Attending the forum -- and talking strategies -- were executives holding titles of chairman, chief executive officer, president and the like, representing some of the biggest companies in the land, such as Kroger, Safeway, American Stores, Albertson's and about a dozen more.
Aggregate sales volume generated by companies represented at the conference is in excess of $115 billion. As a benchmark, consider that sales generated by those companies is fully a third of the entire sales volume netted by the largest 75 retailing and wholesaling companies in North America.
In short, the event distilled a huge percentage of the industry into a single place. The presence of such executive horsepower poses an opportunity to raise a key issue: What do the big guns see as the direction in which the industry will move?
In a word, the answer is "growth," in terms of company size, sales and profits.
But how is growth best obtained at the moment? Let's find out by taking a quick look at a trio of growth strategies sketched out by several executives during their talks:
Grow sales by acquisition: Not surprisingly, this is the tack being followed by several major operators. The advantage is that a company capable of making acquisitions can immediately add big numbers to the top line; it's far easier to acquire retailing and distribution assets in a chunk than to edge into new markets a little at a time.

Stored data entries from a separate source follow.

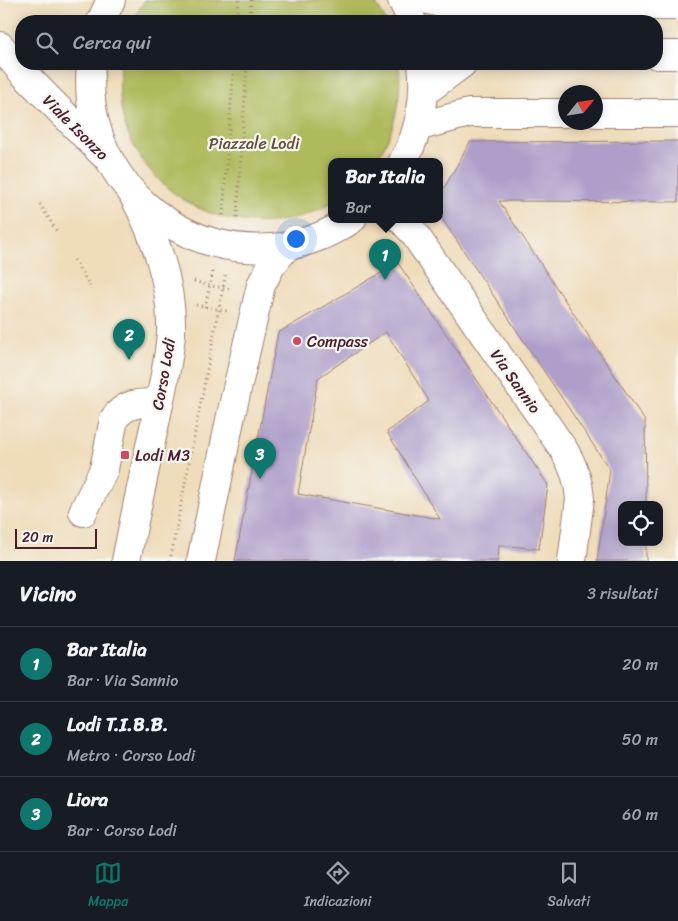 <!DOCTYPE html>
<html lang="it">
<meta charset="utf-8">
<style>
body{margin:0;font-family:Sriracha,sans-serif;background:#242831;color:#f1f3f6}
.controls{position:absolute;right:15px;bottom:15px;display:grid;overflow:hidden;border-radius:10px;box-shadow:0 2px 12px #0003}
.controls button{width:45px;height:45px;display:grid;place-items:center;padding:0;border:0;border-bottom:1px solid #363941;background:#171b24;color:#f1f3f6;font:25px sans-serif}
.compass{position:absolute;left:558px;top:85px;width:45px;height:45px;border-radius:50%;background:#171b24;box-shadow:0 2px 12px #0003;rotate:60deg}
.scale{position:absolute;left:15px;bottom:12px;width:82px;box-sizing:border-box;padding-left:5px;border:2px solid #4a1f2b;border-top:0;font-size:14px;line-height:18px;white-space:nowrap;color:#4a1f2b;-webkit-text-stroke:4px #f6f6f2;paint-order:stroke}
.you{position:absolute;left:295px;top:238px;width:18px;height:18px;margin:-12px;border:4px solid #fff;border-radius:50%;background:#1a73e8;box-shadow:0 0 0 8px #1a73e833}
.badge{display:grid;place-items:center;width:32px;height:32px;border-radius:50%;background:#0f766e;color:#fff;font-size:16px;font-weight:700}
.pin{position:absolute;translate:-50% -41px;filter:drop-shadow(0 1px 2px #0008)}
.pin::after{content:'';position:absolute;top:26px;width:18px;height:15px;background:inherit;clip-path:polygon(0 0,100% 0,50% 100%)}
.popup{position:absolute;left:328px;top:158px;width:115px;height:65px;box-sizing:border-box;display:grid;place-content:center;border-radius:10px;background:#171b24;filter:drop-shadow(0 1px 4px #0005);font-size:16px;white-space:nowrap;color:#9ea1a6}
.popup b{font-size:19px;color:#f1f3f6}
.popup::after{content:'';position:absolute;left:50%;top:100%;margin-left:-10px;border:10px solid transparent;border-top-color:#171b24}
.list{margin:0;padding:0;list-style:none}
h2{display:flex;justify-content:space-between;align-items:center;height:65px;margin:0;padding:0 20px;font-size:21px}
h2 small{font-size:16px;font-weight:400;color:#9ea1a6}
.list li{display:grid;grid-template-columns:32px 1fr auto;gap:15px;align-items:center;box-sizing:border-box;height:75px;padding:0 20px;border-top:1px solid #363941}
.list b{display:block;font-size:19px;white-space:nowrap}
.list p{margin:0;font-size:16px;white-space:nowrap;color:#9ea1a6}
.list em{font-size:16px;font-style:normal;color:#9ea1a6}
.icon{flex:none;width:28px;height:28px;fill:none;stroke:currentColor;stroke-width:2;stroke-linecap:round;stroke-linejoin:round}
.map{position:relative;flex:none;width:678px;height:561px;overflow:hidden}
.search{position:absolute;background:#171b24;box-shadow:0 2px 12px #0003;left:15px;right:15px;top:15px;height:55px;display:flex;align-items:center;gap:12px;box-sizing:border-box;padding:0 18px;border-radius:20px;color:#9ea1a6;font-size:19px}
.sheet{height:290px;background:#171b24}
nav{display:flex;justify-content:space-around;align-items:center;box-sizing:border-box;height:70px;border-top:1px solid #363941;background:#171b24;font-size:14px;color:#9ea1a6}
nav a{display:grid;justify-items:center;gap:2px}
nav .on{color:#0f766e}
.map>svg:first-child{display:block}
</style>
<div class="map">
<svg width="678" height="561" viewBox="0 0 678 561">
<rect width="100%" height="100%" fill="#f6f6f2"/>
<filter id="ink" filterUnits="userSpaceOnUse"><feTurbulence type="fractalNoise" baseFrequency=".02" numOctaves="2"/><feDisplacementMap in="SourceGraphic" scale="10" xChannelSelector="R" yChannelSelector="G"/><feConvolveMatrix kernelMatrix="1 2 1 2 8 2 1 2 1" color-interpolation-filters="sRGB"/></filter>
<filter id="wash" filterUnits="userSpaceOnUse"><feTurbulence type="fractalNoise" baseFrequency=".0096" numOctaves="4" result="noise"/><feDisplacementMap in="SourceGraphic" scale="20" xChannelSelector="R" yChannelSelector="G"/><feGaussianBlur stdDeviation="1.12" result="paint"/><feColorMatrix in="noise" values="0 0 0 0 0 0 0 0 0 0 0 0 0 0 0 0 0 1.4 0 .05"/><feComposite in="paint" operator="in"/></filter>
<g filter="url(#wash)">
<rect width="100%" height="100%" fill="#efdcba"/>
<!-- green -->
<path fill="#afba5c" stroke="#7c6c44" d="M145 0H374L386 21H132Z
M120 64H399C402 99 395 131 376 161H331V203C256 248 156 211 126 128 119 107 119 86 120 64Z"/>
<g id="blocks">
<!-- building -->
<path fill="#ad9fc9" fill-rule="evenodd" d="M678 141V202L499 201 645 421 646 505H622V542H646V561H597L610 470 439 214V197L470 142Z
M398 263 548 485 539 549 499 545 498 561H235L278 333ZM386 332 429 401 387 432 440 519 298 494 318 378Z"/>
</g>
</g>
<g filter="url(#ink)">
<use href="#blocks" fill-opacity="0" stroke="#9c7e72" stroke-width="1"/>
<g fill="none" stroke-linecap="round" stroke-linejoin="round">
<defs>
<path id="minor" d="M657 55H678
M423 93 462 64
M401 219 413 232 564 450C573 465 579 481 580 499L572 561
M83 512 104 469 114 419C125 402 141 403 159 403"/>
<path id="major" d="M402 0 412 21
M428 0 447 5 474 7 678 6
M101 21 111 0
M0 46 25 75 104 155
M91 64C77 206 234 299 352 219
M596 113H678
M417 127 469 113H566
M403 161C420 132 426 97 422 64
M126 561C135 515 145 469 155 423 161 393 169 363 171 333 173 285 154 232 131 191
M201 561 231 415 261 285 271 266 287 246"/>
</defs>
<!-- minor casing -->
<use href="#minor" stroke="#9c7e72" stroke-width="30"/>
<!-- major casing -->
<use href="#major" stroke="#9c7e72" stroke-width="30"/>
<!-- path -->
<path stroke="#9c7e72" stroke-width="3" stroke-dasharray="1 4" stroke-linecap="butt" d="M237 21 239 0
M250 21 251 0
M40 204 57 232
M223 215 234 64
M237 217 247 64
M74 260 90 286
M194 281 210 286 232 289
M196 305 227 311
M205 307 213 271
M170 561 226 272"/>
<!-- minor -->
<use href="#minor" stroke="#fff" stroke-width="28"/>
<!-- major -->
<use href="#major" stroke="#fff" stroke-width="28"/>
</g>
</g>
<!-- markers -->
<g fill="#d1495b" stroke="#f6f6f2" stroke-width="2">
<circle cx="297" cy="341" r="5"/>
<rect x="120" y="450" width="10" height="10" rx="2.5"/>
</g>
<g text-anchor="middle" stroke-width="4.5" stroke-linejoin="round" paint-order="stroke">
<!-- street labels -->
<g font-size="16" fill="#4a1f2b" stroke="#f6f6f2">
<text transform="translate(76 127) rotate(45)" y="6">Viale Isonzo</text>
<text transform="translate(163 374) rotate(-80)" y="6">Corso Lodi</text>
<text transform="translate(516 381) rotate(55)" y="6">Via Sannio</text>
</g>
<!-- park labels -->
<g font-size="16" fill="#684e3a" stroke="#f6f6f2">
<text x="254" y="149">Piazzale Lodi</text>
</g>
<!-- poi labels -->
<g font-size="16" fill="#4a1f2b" stroke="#f6f6f2" text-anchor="start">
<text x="307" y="347">Compass</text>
<text x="135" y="461">Lodi M3</text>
</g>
</g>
</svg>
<div class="controls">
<button><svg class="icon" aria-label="locate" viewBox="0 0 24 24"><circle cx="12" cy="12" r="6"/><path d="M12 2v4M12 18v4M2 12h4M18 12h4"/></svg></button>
</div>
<svg class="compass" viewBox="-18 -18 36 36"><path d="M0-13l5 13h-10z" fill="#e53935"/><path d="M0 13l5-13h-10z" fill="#9ea1a6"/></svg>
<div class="scale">20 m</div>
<div class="you"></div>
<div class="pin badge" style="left:385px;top:280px">1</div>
<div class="popup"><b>Bar Italia</b>Bar</div>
<div class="pin badge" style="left:129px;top:360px">2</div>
<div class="pin badge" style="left:260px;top:479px">3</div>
<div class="search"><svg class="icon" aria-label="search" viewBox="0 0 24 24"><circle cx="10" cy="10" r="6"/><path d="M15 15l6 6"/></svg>Cerca qui</div>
</div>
<section class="sheet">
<h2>Vicino<small>3 risultati</small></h2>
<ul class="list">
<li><span class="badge">1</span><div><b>Bar Italia</b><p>Bar · Via Sannio</p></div><em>20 m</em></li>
<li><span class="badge">2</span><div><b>Lodi T.I.B.B.</b><p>Metro · Corso Lodi</p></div><em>50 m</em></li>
<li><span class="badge">3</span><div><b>Liora</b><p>Bar · Corso Lodi</p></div><em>60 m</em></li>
</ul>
</section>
<nav>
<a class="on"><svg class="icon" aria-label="map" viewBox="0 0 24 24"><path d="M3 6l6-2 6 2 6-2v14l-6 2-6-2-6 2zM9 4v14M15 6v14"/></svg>Mappa</a>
<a><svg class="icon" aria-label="directions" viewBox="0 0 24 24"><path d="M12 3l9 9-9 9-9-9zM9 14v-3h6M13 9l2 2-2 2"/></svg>Indicazioni</a>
<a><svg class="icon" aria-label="saved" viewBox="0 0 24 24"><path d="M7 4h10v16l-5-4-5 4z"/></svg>Salvati</a>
</nav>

The downside is that it takes a lot of management energy and skill to fold an existing company into another. And unless that integration is done well, a company can end up with an increased top line, but no proportional addition to the bottom line.
Moreover, no addition to the industry's net wealth is created.
Grow through self-investment: Some companies in the industry have been focused on building profits by reducing operational costs.
But, of course, the gambit of achieving affluence through operational economies has sharp limits: There's no substitute for a flourishing top line. So some companies are taking a new look at capital expenditures with a view toward making sure they're sufficient to guarantee that the companies will move forward with the kinds of facilities the future will demand.
This is optimistic and welcome commentary about the industry's future.
Grow by knowing consumers: For some of the same reasons that led companies to seek profitability by saving, some also forgot what customers really wanted out of their shopping experience.
So, certain companies have been taking a new look at what attracts customers and are catering to what they want by fine-tuning product offerings, tinkering with formats and reconsidering price-point structures.
This, in the end, is the outlook that will secure real growth.
These are just a few of the very broadest themes that surfaced during the executive colloquy. There's a lot more about what industry executives said in this week's SN, and last week's.